Counseling - A Three Stage Process

This is a simple three-step approach to counseling. This method is used people who come to you with a problem or simply wants to talk about something. It is for the 'normal neurotics, like me and you" and not to deal with those suffering from serious psychiatric disorders.

It avoids giving advice (a common mistake for any counseling method). If you adhere to this strategy, you'll not harm anyone and likely do a lot of good.

Stage One: Listening

Listening means understanding the content as well as the emotions associated with it.

Cerebral understanding is not enough.

Don't make statements that is a statement that defines the issue or other person's feelings; ask instead.
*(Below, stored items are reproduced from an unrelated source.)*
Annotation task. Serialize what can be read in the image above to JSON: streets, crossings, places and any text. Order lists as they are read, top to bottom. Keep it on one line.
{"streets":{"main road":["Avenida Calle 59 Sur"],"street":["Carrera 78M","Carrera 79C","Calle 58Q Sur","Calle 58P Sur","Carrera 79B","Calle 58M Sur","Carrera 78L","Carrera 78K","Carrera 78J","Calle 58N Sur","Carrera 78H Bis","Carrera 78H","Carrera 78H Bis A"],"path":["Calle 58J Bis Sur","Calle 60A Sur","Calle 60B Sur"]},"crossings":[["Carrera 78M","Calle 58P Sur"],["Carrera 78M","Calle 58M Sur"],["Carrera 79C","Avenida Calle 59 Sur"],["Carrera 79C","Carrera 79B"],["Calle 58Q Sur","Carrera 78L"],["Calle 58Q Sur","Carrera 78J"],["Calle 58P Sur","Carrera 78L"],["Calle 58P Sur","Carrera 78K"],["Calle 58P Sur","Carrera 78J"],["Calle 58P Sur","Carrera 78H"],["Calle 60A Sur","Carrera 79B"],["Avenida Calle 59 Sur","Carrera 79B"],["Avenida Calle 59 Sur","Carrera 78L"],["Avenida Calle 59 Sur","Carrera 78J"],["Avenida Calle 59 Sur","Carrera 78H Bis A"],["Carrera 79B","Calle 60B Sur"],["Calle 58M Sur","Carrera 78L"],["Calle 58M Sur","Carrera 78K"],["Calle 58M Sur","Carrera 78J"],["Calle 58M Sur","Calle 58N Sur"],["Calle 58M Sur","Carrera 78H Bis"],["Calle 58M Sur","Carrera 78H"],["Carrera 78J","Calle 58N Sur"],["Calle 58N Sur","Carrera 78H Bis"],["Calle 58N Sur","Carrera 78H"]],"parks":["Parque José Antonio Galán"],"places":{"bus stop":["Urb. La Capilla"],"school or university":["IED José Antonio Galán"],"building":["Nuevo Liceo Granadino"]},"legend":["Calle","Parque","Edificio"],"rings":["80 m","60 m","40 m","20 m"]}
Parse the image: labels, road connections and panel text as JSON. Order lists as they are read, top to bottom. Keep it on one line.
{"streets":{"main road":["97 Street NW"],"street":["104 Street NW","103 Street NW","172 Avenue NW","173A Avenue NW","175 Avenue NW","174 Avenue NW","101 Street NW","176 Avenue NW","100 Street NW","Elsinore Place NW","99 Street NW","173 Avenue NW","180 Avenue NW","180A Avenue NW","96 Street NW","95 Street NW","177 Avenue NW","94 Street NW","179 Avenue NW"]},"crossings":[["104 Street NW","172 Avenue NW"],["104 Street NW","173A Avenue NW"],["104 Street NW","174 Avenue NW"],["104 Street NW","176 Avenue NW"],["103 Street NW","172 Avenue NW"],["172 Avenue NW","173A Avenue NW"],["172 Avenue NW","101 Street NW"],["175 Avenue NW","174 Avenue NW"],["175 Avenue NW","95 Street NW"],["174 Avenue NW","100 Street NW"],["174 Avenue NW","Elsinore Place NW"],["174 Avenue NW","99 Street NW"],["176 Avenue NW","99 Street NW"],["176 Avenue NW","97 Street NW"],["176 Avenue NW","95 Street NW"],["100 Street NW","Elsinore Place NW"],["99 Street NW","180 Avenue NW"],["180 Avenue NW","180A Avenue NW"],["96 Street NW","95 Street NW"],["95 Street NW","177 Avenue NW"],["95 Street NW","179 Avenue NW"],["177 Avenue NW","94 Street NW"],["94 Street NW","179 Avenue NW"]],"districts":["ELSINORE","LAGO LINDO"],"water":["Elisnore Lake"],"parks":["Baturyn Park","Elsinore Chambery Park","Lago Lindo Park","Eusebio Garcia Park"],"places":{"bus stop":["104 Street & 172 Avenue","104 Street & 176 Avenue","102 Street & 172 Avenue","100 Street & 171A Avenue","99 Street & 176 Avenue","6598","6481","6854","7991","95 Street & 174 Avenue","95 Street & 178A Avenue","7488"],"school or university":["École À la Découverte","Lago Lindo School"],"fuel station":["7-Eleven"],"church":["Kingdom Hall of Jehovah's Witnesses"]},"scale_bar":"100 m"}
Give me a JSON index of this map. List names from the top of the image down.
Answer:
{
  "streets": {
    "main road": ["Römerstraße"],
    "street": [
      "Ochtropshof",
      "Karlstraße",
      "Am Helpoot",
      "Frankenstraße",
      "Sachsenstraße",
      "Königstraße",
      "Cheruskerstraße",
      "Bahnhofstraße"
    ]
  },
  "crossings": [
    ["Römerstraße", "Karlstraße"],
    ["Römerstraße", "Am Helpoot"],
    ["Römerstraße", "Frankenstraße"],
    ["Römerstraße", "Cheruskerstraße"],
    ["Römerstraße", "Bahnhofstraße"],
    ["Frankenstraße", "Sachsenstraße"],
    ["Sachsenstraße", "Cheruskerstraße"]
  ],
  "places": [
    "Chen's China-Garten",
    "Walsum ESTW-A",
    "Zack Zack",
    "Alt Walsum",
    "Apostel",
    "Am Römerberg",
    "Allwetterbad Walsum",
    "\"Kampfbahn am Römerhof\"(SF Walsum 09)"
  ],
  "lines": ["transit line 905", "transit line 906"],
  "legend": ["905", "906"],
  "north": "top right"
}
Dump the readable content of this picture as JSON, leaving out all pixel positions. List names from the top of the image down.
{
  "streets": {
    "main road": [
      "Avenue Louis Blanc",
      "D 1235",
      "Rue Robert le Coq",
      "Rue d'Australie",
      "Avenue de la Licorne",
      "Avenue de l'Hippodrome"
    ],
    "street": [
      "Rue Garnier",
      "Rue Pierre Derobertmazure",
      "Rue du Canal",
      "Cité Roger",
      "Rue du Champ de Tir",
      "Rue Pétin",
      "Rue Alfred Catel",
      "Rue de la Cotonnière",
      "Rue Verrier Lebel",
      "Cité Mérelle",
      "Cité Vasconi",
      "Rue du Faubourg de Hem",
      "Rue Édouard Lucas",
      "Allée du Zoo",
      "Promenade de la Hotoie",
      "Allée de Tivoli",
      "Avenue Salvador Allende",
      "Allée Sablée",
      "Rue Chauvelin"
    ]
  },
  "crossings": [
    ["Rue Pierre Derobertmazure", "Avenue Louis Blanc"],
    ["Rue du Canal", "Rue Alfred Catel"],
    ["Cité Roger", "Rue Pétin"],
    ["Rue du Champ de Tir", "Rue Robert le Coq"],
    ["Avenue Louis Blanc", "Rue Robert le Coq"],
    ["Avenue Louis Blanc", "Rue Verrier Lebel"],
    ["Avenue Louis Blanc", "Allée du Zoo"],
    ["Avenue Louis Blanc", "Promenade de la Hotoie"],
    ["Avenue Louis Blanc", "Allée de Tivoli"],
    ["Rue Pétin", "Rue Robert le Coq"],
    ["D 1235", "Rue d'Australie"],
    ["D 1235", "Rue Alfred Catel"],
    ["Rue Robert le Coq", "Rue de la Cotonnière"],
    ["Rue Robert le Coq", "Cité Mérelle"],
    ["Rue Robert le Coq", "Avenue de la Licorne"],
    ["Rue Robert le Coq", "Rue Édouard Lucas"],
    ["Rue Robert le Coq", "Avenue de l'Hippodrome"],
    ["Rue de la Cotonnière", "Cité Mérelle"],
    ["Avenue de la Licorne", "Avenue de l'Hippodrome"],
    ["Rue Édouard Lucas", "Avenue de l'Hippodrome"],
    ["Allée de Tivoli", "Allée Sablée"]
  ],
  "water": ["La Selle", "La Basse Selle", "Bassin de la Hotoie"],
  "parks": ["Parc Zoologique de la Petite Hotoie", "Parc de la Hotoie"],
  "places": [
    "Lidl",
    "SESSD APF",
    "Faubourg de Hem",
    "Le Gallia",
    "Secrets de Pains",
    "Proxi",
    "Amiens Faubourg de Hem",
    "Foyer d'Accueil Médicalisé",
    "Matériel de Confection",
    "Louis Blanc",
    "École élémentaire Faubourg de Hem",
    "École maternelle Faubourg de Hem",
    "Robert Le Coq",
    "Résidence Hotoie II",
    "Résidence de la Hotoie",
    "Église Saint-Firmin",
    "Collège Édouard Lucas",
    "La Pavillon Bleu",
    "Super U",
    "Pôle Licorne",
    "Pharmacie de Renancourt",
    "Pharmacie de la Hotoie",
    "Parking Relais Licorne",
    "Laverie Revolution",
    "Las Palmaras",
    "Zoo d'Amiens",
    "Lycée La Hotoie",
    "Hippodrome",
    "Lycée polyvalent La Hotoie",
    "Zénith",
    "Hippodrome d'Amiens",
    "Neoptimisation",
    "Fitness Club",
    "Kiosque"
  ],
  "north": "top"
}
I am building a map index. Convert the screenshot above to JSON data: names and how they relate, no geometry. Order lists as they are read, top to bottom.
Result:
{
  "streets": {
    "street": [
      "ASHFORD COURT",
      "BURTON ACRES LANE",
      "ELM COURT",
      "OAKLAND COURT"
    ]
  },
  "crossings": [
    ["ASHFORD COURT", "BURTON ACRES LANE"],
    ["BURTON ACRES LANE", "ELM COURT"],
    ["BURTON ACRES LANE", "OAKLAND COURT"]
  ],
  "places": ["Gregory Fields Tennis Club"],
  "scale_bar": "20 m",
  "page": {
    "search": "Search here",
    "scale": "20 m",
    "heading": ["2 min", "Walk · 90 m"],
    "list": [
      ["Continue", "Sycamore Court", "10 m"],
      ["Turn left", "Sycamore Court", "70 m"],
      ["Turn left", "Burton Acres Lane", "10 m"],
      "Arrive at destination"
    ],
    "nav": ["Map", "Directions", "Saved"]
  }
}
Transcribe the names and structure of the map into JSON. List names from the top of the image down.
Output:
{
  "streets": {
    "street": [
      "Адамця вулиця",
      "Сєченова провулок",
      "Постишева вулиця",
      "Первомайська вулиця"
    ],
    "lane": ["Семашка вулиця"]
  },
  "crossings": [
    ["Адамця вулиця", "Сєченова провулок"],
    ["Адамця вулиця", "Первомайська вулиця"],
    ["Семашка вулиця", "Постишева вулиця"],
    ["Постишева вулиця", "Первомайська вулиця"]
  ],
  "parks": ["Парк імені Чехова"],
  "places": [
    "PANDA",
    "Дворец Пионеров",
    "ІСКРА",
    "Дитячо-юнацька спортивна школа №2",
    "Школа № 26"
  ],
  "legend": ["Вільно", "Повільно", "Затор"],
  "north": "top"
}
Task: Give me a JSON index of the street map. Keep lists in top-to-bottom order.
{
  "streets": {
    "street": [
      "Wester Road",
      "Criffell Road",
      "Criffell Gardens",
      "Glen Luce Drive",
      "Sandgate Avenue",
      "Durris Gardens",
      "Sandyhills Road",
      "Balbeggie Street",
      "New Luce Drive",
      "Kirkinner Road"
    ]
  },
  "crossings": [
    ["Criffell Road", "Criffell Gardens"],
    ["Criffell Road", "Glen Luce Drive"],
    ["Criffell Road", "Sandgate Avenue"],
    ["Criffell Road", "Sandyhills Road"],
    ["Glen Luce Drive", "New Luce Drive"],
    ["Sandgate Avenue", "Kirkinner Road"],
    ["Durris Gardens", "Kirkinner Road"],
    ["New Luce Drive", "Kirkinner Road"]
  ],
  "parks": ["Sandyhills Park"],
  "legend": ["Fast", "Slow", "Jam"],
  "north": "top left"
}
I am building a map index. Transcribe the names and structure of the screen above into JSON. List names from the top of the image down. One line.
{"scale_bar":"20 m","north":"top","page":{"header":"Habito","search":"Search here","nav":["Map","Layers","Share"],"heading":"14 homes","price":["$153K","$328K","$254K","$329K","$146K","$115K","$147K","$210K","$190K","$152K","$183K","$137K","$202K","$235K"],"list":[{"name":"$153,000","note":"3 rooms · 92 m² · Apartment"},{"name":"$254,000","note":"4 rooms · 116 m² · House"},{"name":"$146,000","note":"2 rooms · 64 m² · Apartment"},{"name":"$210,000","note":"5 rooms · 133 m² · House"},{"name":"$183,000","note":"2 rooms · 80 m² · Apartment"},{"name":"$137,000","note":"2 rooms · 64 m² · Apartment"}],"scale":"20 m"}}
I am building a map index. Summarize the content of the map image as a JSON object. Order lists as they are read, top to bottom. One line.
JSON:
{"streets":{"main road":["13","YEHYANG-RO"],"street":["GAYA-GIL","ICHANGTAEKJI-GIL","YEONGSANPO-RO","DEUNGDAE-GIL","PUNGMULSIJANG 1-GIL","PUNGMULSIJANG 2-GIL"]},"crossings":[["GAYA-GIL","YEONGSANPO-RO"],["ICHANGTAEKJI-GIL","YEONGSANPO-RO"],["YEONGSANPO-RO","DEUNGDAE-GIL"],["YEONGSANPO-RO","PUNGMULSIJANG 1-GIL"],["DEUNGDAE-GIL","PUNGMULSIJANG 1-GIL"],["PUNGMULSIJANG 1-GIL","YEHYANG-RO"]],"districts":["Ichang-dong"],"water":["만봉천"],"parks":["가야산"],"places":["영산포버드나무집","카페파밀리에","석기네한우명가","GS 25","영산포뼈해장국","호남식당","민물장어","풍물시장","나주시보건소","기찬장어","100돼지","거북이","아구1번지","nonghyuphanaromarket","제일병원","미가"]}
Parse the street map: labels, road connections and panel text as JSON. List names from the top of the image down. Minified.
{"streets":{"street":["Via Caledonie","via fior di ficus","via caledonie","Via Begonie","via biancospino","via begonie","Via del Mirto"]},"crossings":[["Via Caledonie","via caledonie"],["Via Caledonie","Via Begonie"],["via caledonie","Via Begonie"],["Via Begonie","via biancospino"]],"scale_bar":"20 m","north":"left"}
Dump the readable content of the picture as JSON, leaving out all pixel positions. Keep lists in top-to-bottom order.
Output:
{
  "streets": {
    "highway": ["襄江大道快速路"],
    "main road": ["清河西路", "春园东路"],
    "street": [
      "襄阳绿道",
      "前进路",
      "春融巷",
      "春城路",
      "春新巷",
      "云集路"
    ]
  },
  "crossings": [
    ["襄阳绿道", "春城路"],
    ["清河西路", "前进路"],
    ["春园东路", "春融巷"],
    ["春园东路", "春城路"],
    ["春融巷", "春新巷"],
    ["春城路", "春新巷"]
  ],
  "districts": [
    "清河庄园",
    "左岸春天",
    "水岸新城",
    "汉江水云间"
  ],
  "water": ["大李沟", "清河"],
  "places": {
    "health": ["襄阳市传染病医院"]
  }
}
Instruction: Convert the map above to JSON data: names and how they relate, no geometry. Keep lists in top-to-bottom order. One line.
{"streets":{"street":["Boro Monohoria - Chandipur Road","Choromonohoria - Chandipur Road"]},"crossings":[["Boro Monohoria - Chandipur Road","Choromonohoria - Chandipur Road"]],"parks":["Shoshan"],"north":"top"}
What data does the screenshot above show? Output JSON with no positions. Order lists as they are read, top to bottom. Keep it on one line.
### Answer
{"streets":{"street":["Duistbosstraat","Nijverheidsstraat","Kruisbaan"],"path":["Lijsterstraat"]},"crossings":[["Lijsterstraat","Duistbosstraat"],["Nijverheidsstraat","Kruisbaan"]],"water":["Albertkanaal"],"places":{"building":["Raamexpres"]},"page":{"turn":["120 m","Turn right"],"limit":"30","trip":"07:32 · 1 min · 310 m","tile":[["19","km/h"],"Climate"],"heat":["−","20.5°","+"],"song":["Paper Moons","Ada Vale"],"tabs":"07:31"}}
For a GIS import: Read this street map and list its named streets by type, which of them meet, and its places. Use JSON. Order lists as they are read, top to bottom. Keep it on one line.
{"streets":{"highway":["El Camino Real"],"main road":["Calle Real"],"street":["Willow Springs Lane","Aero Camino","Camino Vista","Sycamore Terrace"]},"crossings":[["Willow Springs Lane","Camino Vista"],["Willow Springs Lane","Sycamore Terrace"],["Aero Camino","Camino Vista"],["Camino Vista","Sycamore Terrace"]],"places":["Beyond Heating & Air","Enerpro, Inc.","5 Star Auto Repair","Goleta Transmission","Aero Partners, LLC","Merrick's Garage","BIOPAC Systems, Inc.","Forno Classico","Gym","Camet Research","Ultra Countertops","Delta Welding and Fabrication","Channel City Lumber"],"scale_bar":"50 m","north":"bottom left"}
Do not say, "You're feeling . . . " but instead, "Are you feeling . . ? ". "Not, "The issue is . . ." But instead, "You think the problem is . . ." " or "The way you see it . . . ". At this point, it could be enough to be able to say "uh-huh" or nod your head.

This stage ends when the person starts talking about the issues behind the issue. You will know you have succeeded when you have the agreement of what the issue is and what the person feels about it.

Stage Two Stage Two: Exploratory Listening

If the person who is talking to you is comfortable, they'll move on to deeper things. At this stage you can begin asking questions. You can ask if they've ever experienced this before; what they've tried to do in similar situations, whether or not it worked and if there are any additional thoughts or emotions going on for them. You can, if you can clearly see something make observations of the things you observe. For example, "You seem happy/sad/angry . . ." and the list goes on. Even here it is probably better to ask questions instead of making statements.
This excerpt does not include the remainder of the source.